== Work item ==
Copy every line from the records that holds the word "JSON".

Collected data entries
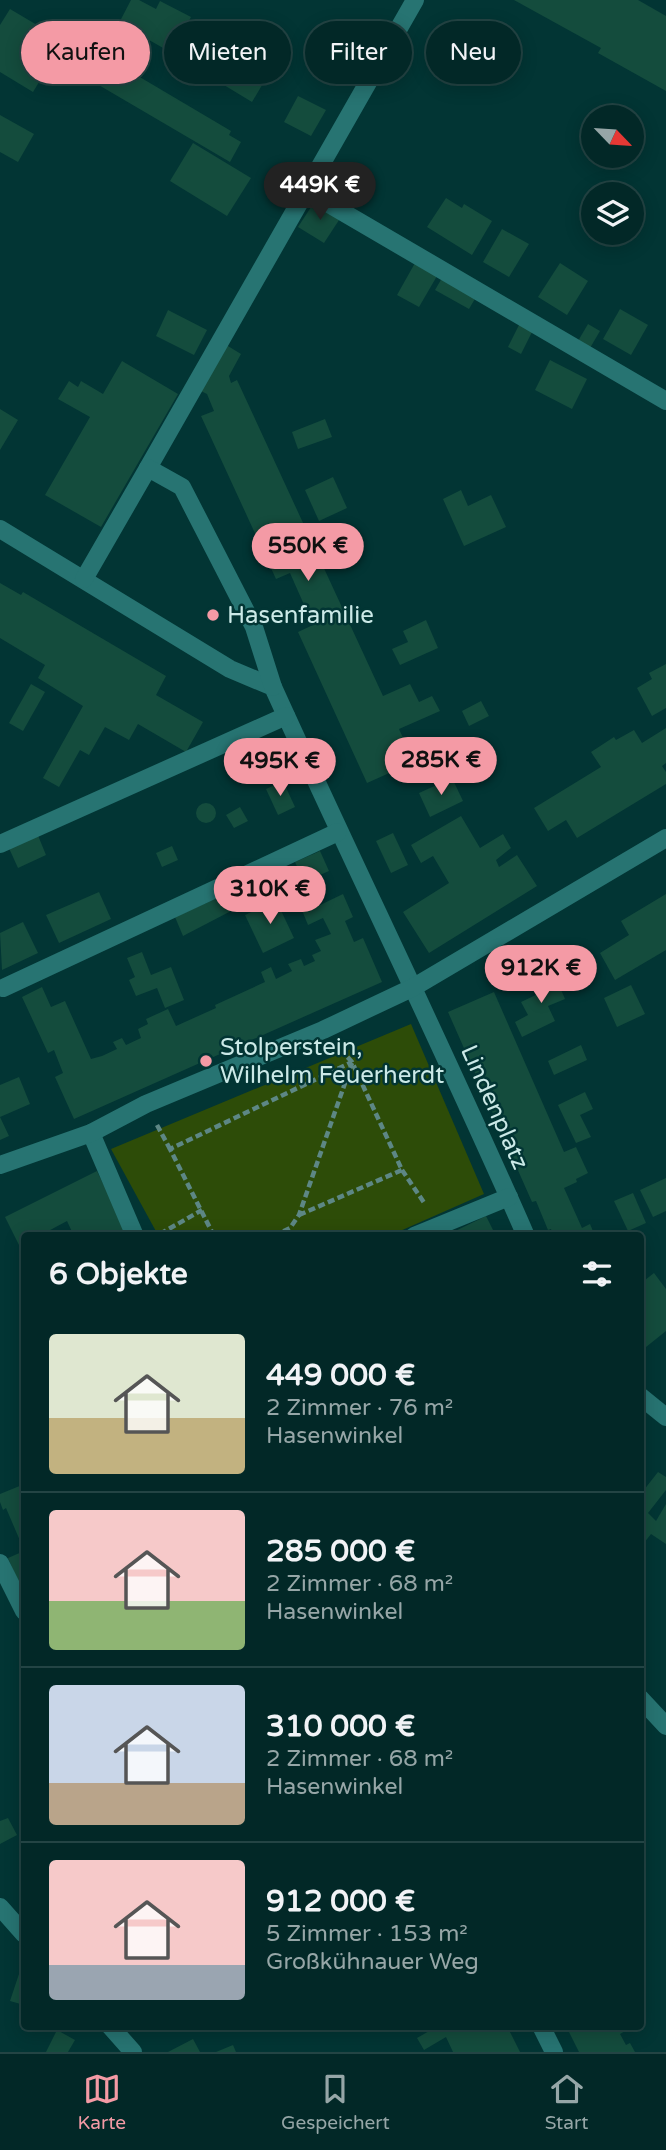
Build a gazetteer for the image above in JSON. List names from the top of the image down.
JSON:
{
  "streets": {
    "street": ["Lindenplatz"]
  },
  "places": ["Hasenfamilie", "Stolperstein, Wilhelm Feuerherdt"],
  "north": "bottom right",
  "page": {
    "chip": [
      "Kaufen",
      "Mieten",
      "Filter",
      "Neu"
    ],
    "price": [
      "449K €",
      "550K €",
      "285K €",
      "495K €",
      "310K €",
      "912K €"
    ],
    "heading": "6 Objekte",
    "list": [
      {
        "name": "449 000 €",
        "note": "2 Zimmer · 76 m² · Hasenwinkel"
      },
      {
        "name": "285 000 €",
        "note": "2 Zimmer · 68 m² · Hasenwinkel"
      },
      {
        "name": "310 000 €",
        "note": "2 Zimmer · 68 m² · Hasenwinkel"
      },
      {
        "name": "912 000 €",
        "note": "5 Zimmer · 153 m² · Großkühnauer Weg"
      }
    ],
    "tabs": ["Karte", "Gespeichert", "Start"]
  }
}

== The completed task ==
Build a gazetteer for the image above in JSON. List names from the top of the image down.
JSON:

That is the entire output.